Toni and Nassman - my point is - what doesn't work for you, may lessen symptoms and issues for someone else. CARIBBEAN NEVER SAID IT WAS A CURE!!!! If it says acyclovir, valtrex or anti-viral in the thread line - don't open it to read further. Obviously it causes a reaction that doesn't warrant the spirit of the post.

Marci

 

If it was proven effective, the doctors would be handing it out like Candy.

It caused a reaction out of me because I am tired of people giving FALSE HOPE.

Topic: It seems that Acyclovir my do a lot more then help MM'ers

 

Toni --

Doctors never hand anything out like candy if they are doing their job. Most ear specialists are doing their job. They work hard to help their patients. If you would like to see a doctor that does prescrible the anti-virals to some of his patients, I will give you my doctors name. I'm sure he doesn't hand them out like candy. He however chooses not to prescribe the meniette. If I felt I needed to try that route, I would certainly go to another doctor, and might one day do so. But for now, his plan and care is working for me.

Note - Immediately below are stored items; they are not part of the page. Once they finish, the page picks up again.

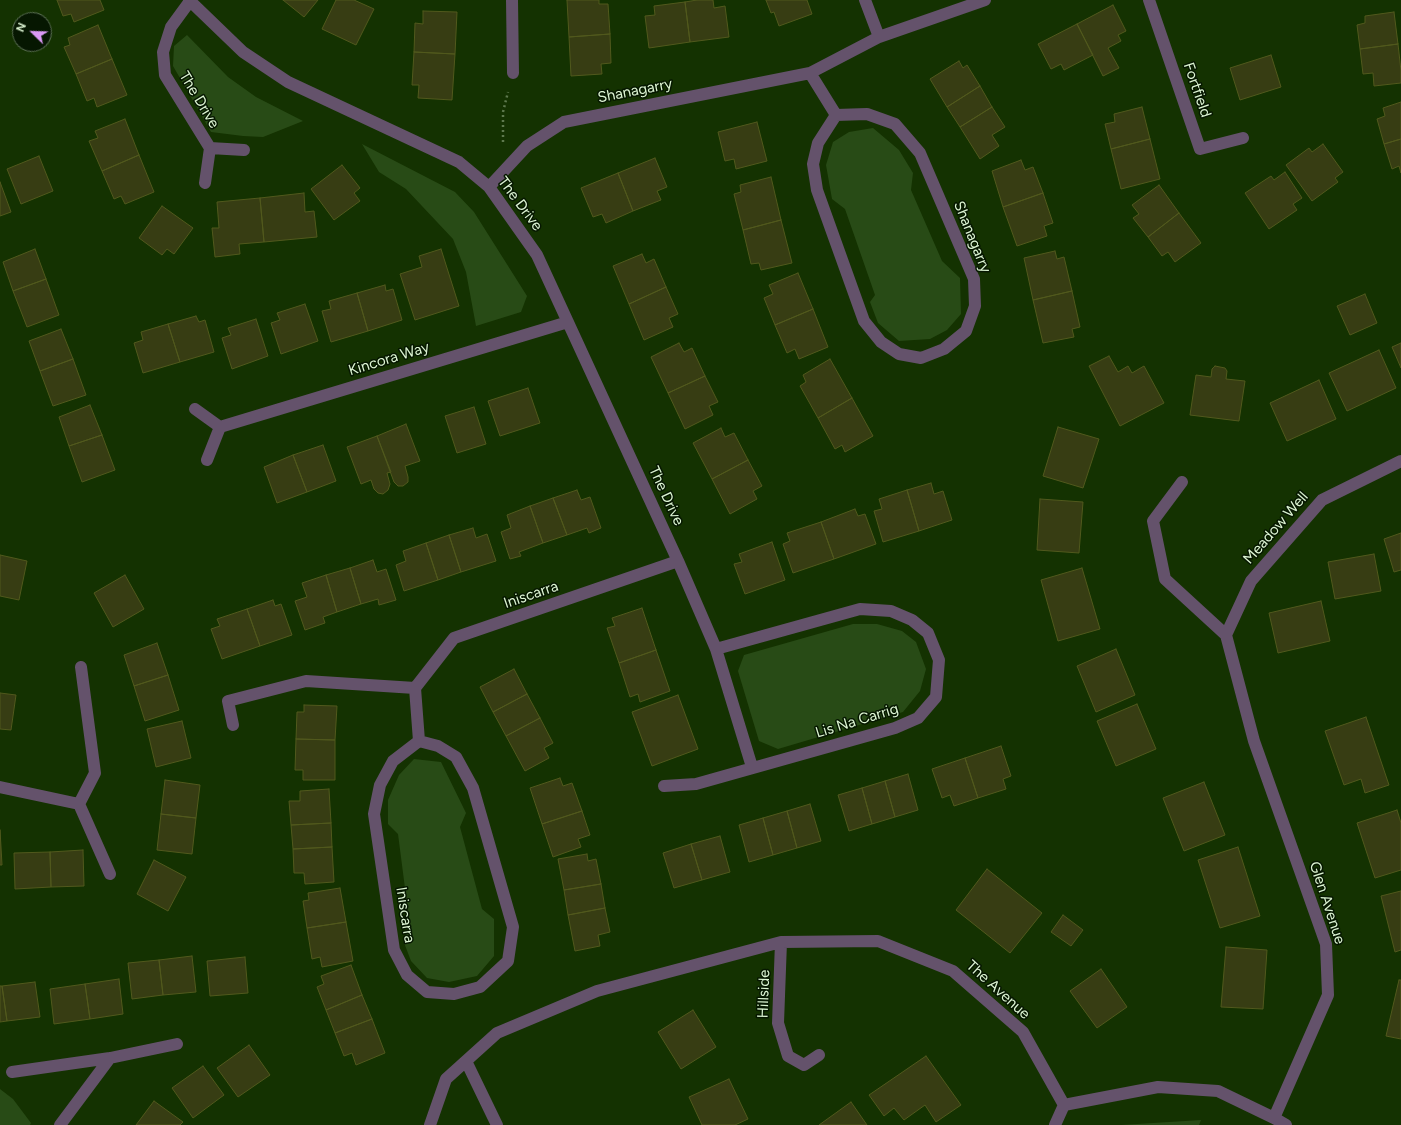 <!DOCTYPE html>
<style>
body{margin:0}
#map{position:relative;width:1401px;height:1125px;overflow:hidden;background:#143201;font-family:Figtree,sans-serif}
canvas{display:block}
.north{position:absolute;left:12px;top:12px;width:40px;height:40px;box-sizing:border-box;background:#061701;border:1px solid #5c7055;border-radius:50%;rotate:293deg;font-size:11px;font-weight:700;line-height:16px;text-align:center;color:#ddf5d3}
.north::after{content:'';display:block;margin:auto;width:14px;height:18px;background:#db99f5;clip-path:polygon(50% 0,100% 100%,50% 72%,0 100%)}
</style>
<div id="map">
<canvas width="1401" height="1125"></canvas>
<div class="north">N</div>
</div>
<script>
const c = document.querySelector('canvas').getContext('2d');
c.lineJoin = 'round';
function fill(path, color) { c.fillStyle = color; c.fill(path, 'evenodd'); }
const poly = rows => new Path2D(rows.map(r => 'M' + r).join(''));
function trace(path, color, width, dash) { c.strokeStyle = color; c.lineWidth = width; c.lineCap = dash ? 'butt' : 'round'; c.setLineDash(dash || []); c.stroke(path); }
function label(font, color, halo, rows, align = 'center') {
  c.font = font + ' Figtree,sans-serif'; c.lineWidth = 3; c.setLineDash([]); c.textBaseline = 'middle'; c.strokeStyle = halo; c.fillStyle = color; for (const [text, x, y, turn = 0] of rows) {
    c.save(); c.translate(x, y); c.rotate((+turn || 0) * Math.PI / 180); c.textAlign = isNaN(turn) ? turn : align; if (halo) c.strokeText(text, 0, 0); c.fillText(text, 0, 0); c.restore();
  }
}
fill(poly([
 [187,35,228,77,256,97,303,121,263,137,243,136,211,132,173,66,174,46],
 [873,128,899,150,913,173,911,190,942,261,960,278,961,314,947,330,930,339,899,341,878,323,870,302,875,295,845,209,832,199,826,165,833,142,849,132],
 [362,144,455,192,474,212,527,296,521,312,476,326,466,272,453,239,406,189,379,172],
 [853,624,877,624,902,631,916,642,926,669,920,691,903,712,778,749,759,741,738,671,744,655],
 [414,759,441,762,466,813,460,827,482,909,494,919,494,956,477,976,449,982,427,978,411,961,403,940,410,927,398,834,388,824,388,800,399,775],
 [0,1089,13,1099,31,1123,30,1125,0,1125],
 [1201,1120,1199,1125,1121,1125]
]), '#284b16');
const building = poly([
 [57,0,100,0,104,10,74,22,71,14,63,16,57,0],
 [283,0,318,0,304,17,283,0],
 [336,0,354,0,374,9,356,45,322,29,336,0],
 [567,0,599,0,599,4,608,4,610,34,569,37,567,0],
 [697,0,713,0,714,8,725,6,729,37,690,42,685,2,697,0],
 [766,0,807,0,812,14,779,26,774,12,771,13,766,0],
 [685,2,690,42,649,48,645,16,655,15,654,6,685,2],
 [1113,5,1126,31,1118,35,1121,41,1108,48,1119,68,1103,76,1077,24,1113,5],
 [423,11,457,12,455,54,414,52,415,23,423,24,423,11],
 [1394,12,1398,44,1360,49,1357,25,1365,23,1365,16,1394,12],
 [1077,24,1093,55,1064,70,1061,64,1051,69,1038,44,1077,24],
 [98,25,112,59,76,74,64,47,70,45,68,38,98,25],
 [610,34,611,63,601,64,602,74,571,76,569,37,610,34],
 [1398,44,1401,71,1401,83,1374,86,1373,73,1363,74,1360,49,1398,44],
 [414,52,455,54,452,100,418,98,419,85,412,85,414,52],
 [1271,55,1281,87,1240,100,1230,68,1271,55],
 [112,59,127,95,97,107,94,98,87,101,76,74,112,59],
 [959,61,963,68,967,65,980,86,947,107,930,79,959,61],
 [980,86,992,107,960,127,947,107,980,86],
 [1401,102,1401,139,1384,144,1377,119,1385,116,1383,108,1401,102],
 [992,107,1005,127,992,135,999,146,980,159,960,127,992,107],
 [1142,107,1150,139,1111,149,1105,124,1115,122,1114,114,1142,107],
 [125,119,139,155,102,171,89,141,98,138,95,131,125,119],
 [757,122,767,161,736,169,734,159,725,161,718,132,757,122],
 [1150,139,1160,179,1121,189,1111,149,1150,139],
 [1401,139,1401,173,1399,166,1392,169,1384,144,1401,139],
 [1323,144,1343,172,1335,178,1338,182,1312,201,1286,165,1309,148,1312,152,1323,144],
 [139,155,154,192,125,204,121,196,114,199,102,171,139,155],
 [39,156,53,191,21,204,7,169,39,156],
 [655,158,667,187,657,191,661,200,633,211,618,173,655,158],
 [1021,160,1025,170,1033,167,1043,193,1003,207,992,171,1021,160],
 [342,165,360,188,354,193,360,201,334,220,311,189,342,165],
 [1285,172,1302,198,1293,204,1297,210,1269,229,1245,193,1271,176,1274,180,1285,172],
 [618,173,633,211,606,223,602,214,593,217,581,188,618,173],
 [771,177,781,220,743,230,734,194,741,192,740,185,771,177],
 [0,182,11,212,0,216,0,182],
 [1159,185,1179,213,1148,237,1133,218,1139,214,1132,205,1159,185],
 [304,193,305,212,314,211,317,237,264,242,260,198,304,193],
 [1043,193,1053,223,1044,226,1047,236,1017,246,1003,207,1043,193],
 [260,198,264,242,239,244,240,254,215,257,212,228,219,228,217,202,260,198],
 [162,206,193,228,174,254,167,249,162,255,139,238,162,206],
 [1179,213,1201,243,1175,262,1168,252,1162,256,1148,237,1179,213],
 [781,220,792,263,761,270,759,263,751,264,743,230,781,220],
 [35,249,46,279,13,291,3,262,35,249],
 [441,249,459,306,415,320,400,274,422,267,419,256,441,249],
 [1055,251,1057,259,1064,257,1072,291,1033,300,1024,258,1055,251],
 [642,254,646,263,654,259,666,287,629,304,613,266,642,254],
 [798,273,813,309,775,325,764,298,773,294,769,285,798,273],
 [46,279,59,315,27,327,13,291,46,279],
 [385,285,386,291,393,289,402,320,368,331,357,293,385,285],
 [666,287,678,314,669,318,673,327,644,340,629,304,666,287],
 [1072,291,1080,327,1072,329,1074,337,1043,343,1033,300,1072,291],
 [357,293,368,331,331,342,322,311,331,309,329,301,357,293],
 [1365,294,1377,323,1350,335,1337,306,1365,294],
 [305,304,318,341,281,354,271,323,280,320,277,313,305,304],
 [813,309,828,347,799,359,795,349,787,353,775,325,813,309],
 [196,316,199,322,205,320,214,352,180,362,168,324,196,316],
 [256,319,268,356,232,369,222,338,231,335,228,328,256,319],
 [168,324,180,362,143,373,134,343,143,340,141,332,168,324],
 [61,329,73,359,40,371,29,341,61,329],
 [679,343,684,352,692,348,705,376,668,393,651,357,679,343],
 [1401,343,1401,368,1392,347,1401,343],
 [1379,350,1396,388,1347,411,1329,373,1379,350],
 [1109,356,1118,372,1128,366,1132,373,1144,366,1164,403,1120,426,1089,366,1109,356],
 [73,359,86,395,53,406,40,371,73,359],
 [830,359,852,398,818,418,800,386,806,382,803,375,830,359],
 [1215,366,1225,368,1227,371,1226,379,1245,381,1239,421,1190,415,1196,375,1211,377,1212,369,1215,366],
 [705,376,718,402,709,406,713,415,685,429,668,393,705,376],
 [1319,380,1336,419,1287,441,1270,403,1319,380],
 [528,388,540,423,500,436,488,401,528,388],
 [852,398,873,436,845,452,842,445,835,449,818,418,852,398],
 [90,405,102,435,69,446,59,417,90,405],
 [474,407,486,444,457,453,445,416,474,407],
 [406,424,420,461,405,466,408,477,408,482,403,486,398,486,394,482,377,436,406,424],
 [1058,427,1099,439,1083,488,1043,476,1058,427],
 [721,428,725,437,734,433,748,460,712,479,693,443,721,428],
 [102,435,115,470,82,482,69,446,102,435],
 [377,436,391,472,387,473,390,484,388,490,383,494,378,493,374,489,371,480,361,484,347,447,377,436],
 [323,445,336,481,307,492,293,455,323,445],
 [293,455,307,492,277,503,264,467,293,455],
 [748,460,762,486,753,491,757,499,730,514,712,479,748,460],
 [931,483,934,494,943,491,952,520,919,531,907,490,931,483],
 [577,490,581,500,590,497,601,528,589,533,587,528,567,535,553,498,577,490],
 [907,490,919,531,883,542,874,511,882,509,879,499,907,490],
 [553,498,567,535,543,543,530,506,553,498],
 [1040,499,1083,502,1079,553,1037,550,1040,499],
 [530,506,543,543,519,552,521,556,510,559,501,532,511,528,507,515,530,506],
 [855,509,858,516,865,514,876,544,834,559,821,522,855,509],
 [821,522,834,559,793,573,783,544,790,541,787,533,821,522],
 [473,528,476,538,487,534,496,561,461,572,449,535,473,528],
 [1401,533,1401,570,1394,572,1384,539,1401,533],
 [449,535,461,572,438,580,426,543,449,535],
 [772,542,785,580,745,594,734,564,742,562,739,554,772,542],
 [426,543,438,580,404,591,396,565,406,561,403,551,426,543],
 [1374,554,1381,591,1335,599,1328,562,1374,554],
 [0,555,27,561,19,600,0,596,0,555],
 [373,560,377,572,386,569,396,600,379,605,378,599,361,604,350,568,373,560],
 [350,568,361,604,337,612,326,575,350,568],
 [1082,568,1100,629,1058,641,1041,580,1082,568],
 [125,575,144,609,113,627,94,593,125,575],
 [326,575,337,612,323,617,325,623,305,630,295,601,307,597,302,583,326,575],
 [273,600,275,606,281,604,292,635,260,646,247,609,273,600],
 [1321,601,1330,641,1278,653,1269,613,1321,601],
 [642,608,656,650,619,663,607,628,615,626,612,618,642,608],
 [247,609,260,646,222,659,211,629,220,626,217,619,247,609],
 [157,643,168,675,134,686,124,655,157,643],
 [1116,649,1135,695,1096,712,1077,666,1116,649],
 [656,650,670,691,640,702,638,694,630,697,619,663,656,650],
 [514,669,527,694,493,712,480,687,514,669],
 [168,675,179,710,145,721,134,686,168,675],
 [0,693,16,695,11,730,0,729,0,693],
 [527,694,540,718,506,736,493,712,527,694],
 [678,695,698,749,652,766,632,712,678,695],
 [1137,704,1156,749,1116,766,1097,721,1137,704],
 [304,705,337,706,335,740,296,739,297,712,304,712,304,705],
 [1366,717,1389,785,1365,793,1361,779,1344,785,1325,731,1366,717],
 [540,718,553,743,544,748,549,758,525,771,506,736,540,718],
 [182,721,191,758,156,767,147,729,182,721],
 [296,739,335,740,335,780,303,780,303,770,295,770,296,739],
 [1001,746,1011,776,1003,779,1006,789,978,798,965,758,1001,746],
 [965,758,978,798,954,806,950,795,942,798,932,769,965,758],
 [908,774,918,810,895,817,885,781,908,774],
 [560,778,563,786,572,783,582,811,542,824,530,788,560,778],
 [165,780,200,785,196,818,161,814,165,780],
 [885,781,895,817,872,824,862,788,885,781],
 [1204,782,1225,835,1184,851,1163,798,1204,782],
 [862,788,872,824,849,831,838,795,862,788],
 [329,789,331,823,291,825,289,801,300,801,300,791,329,789],
 [810,804,821,841,797,848,787,811,810,804],
 [1397,810,1401,823,1401,870,1375,878,1357,823,1397,810],
 [582,811,590,835,578,839,581,847,553,857,542,824,582,811],
 [787,811,797,848,773,855,763,818,787,811],
 [161,814,196,818,192,854,157,850,161,814],
 [763,818,773,855,749,862,739,825,763,818],
 [331,823,332,847,293,849,291,825,331,823],
 [0,830,2,865,0,865,0,830],
 [720,836,730,872,702,880,691,844,720,836],
 [691,844,702,880,674,888,663,853,691,844],
 [332,847,334,882,305,884,304,873,294,873,293,849,332,847],
 [1238,847,1260,916,1220,928,1198,860,1238,847],
 [83,850,84,886,51,887,50,852,83,850],
 [50,852,51,887,15,889,14,853,50,852],
 [587,854,588,861,596,859,601,884,564,890,558,859,587,854],
 [154,860,186,877,168,911,137,894,154,860],
 [987,869,1042,913,1010,953,956,910,987,869],
 [601,884,605,908,568,915,564,890,601,884],
 [340,888,346,922,307,928,303,901,309,900,308,893,340,888],
 [1401,891,1401,950,1395,952,1381,896,1401,891],
 [605,908,610,932,598,935,600,946,575,951,568,915,605,908],
 [1063,915,1083,930,1071,946,1051,932,1063,915],
 [346,922,353,961,322,967,320,957,312,959,307,928,346,922],
 [1226,947,1267,950,1263,1009,1221,1007,1226,947],
 [192,956,196,992,163,995,159,960,192,956],
 [245,957,248,993,210,996,207,961,245,957],
 [159,960,163,995,132,999,128,963,159,960],
 [351,965,362,995,326,1010,317,987,324,984,321,976,351,965],
 [1101,969,1127,1007,1097,1028,1070,991,1101,969],
 [119,979,123,1014,90,1019,85,984,119,979],
 [1399,980,1401,980,1401,1039,1386,1036,1399,980],
 [35,982,40,1017,7,1021,2,986,35,982],
 [85,984,90,1019,54,1024,50,989,85,984],
 [0,986,2,986,7,1021,0,1022,0,986],
 [362,995,372,1019,335,1033,326,1010,362,995],
 [693,1010,716,1047,681,1069,658,1032,693,1010],
 [372,1019,385,1053,356,1065,352,1053,344,1056,335,1033,372,1019],
 [249,1045,270,1075,238,1097,217,1068,249,1045],
 [926,1056,961,1105,936,1122,925,1105,904,1120,894,1108,884,1116,869,1095,926,1056],
 [203,1066,224,1095,193,1118,172,1088,203,1066],
 [729,1079,748,1119,735,1125,702,1125,689,1097,729,1079],
 [154,1101,183,1122,180,1125,136,1125,154,1101],
 [851,1102,867,1125,819,1125,851,1102]
]);
fill(building, '#373d13');
trace(building, '#51591d', 1);
trace(poly([
 [503,142,503,112,508,92]
]), '#5e794e', 2.5, [2, 3]);
trace(poly([
 [189,0,243,52,288,82,459,162,489,187,537,255,678,561,716,649,752,767],
 [512,0,513,73],
 [865,0,879,37],
 [1149,0,1200,149,1243,138],
 [190,1,171,27,163,52,165,75,210,148,244,150],
 [810,73,836,115,867,114,895,124,920,153,974,279,975,306,966,331,944,349,921,358,899,354,881,342,864,321,817,190,813,164,818,143,836,115],
 [205,183,210,148],
 [489,187,527,146,564,122,810,73,879,37,985,0],
 [195,409,220,427,568,322],
 [207,460,220,427],
 [1182,482,1153,521,1165,579,1226,635,1254,741,1326,944,1328,995,1274,1118],
 [1226,635,1251,581,1322,500,1401,461],
 [233,725,228,701,306,681,415,688],
 [419,741,438,746,456,757,473,788,513,927,508,961,480,987,454,994,427,992,407,975,394,950,374,814,380,785,393,761,419,741,415,688,454,638,678,561],
 [664,786,696,784,895,728,918,718,936,697,939,660,928,633,912,620,891,611,860,609,716,649],
 [0,787,79,804],
 [79,804,95,773,81,667],
 [79,804,110,874],
 [781,942,778,1023,788,1056,804,1065,819,1055],
 [466,1061,497,1125],
 [12,1072,110,1058,177,1044],
 [1064,1105,1158,1087,1218,1091,1274,1118,1286,1125],
 [60,1125,110,1058],
 [430,1125,446,1079,497,1033,597,991,781,942,878,941,953,971,1023,1032,1064,1105,1055,1125]
]), '#64526b', 12);
label('15px', '#ddf5d3', '#061701', [
 ["Fortfield",1197,90,71],
 ["Shanagarry",635,91,-11],
 ["The Drive",199,100,59],
 ["The Drive",520,204,53],
 ["Shanagarry",972,237,68],
 ["Kincora Way",389,359,-17],
 ["The Drive",666,496,65],
 ["Meadow Well",1276,528,-49],
 ["Iniscarra",531,595,-19],
 ["Lis Na Carrig",857,721,-17],
 ["Glen Avenue",1327,903,72],
 ["Iniscarra",405,915,81],
 ["The Avenue",998,990,42],
 ["Hillside",764,994,-88]
]);
</script>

It isn't false hope - it does help SOME symptoms for SOME MM patients. Sadly not all.

The topic is about how acyclovir may be helping others. The story is about HIV. Maybe the work they are doing may help others with auto-immune issues. Including MS, lupus, etc. Does this give those people false hope? I trust not. We MUST be our own advocate. That means reading everything we can, talking to doctors, therapists, our families, eating right, etc. Sometimes these things work, other times they don't. And some days we just wake up feeling like cr@p and try to keep going.

Anyone who takes the time to read this forum knows that there is not one thing that ALL of us do to make each of us better. We are here because we care enough about ourselves and each other to share ideas, successes and failures.

Marci

 

We all wish there was a simple cure. A pill we could take that would correct those incorrect messages our ears are sending to our brains, but we can hope for a cure.

My Neurotologist tells me that a virus is not involved, but I have found from reading this site that these doctors do not agree on many things and do not talk to each other. They certainly do not speak with one voice.

I found out from doing research on viruses they tricky "Star Trek" type sicknesses. They can hide, they can mutate, they can be dormant and then active. I was disappointed when my Neurotologist did not consider it a possibility, because a virus sounds it can be a lot like Meneires with its erratic behavior.

 

Hi Carribean,

Thanks for that information on acyclovir and how it is helping some of the people in third world countries reduce the risk of acquiring HIV. HIV is a very nasty disease and any help will be appreciated by many folks.

I am glad you found some relief to your MM symptoms when you started using acyclovir.

Joe

 

How about we say that the antivirals help suppress certain symtoms in certain MMers?
None of the people who use it and have success are touting it as a cure all.
They're just saying that for some strange reason it helped them and why not give it
a shot....just like the lemon people and the NUCCA people and gluten-free people and
the hypoglicemia theory people. There's room for all theories and treatments on this forum,
that's why we're here, right? To share our experiences not to slam doors.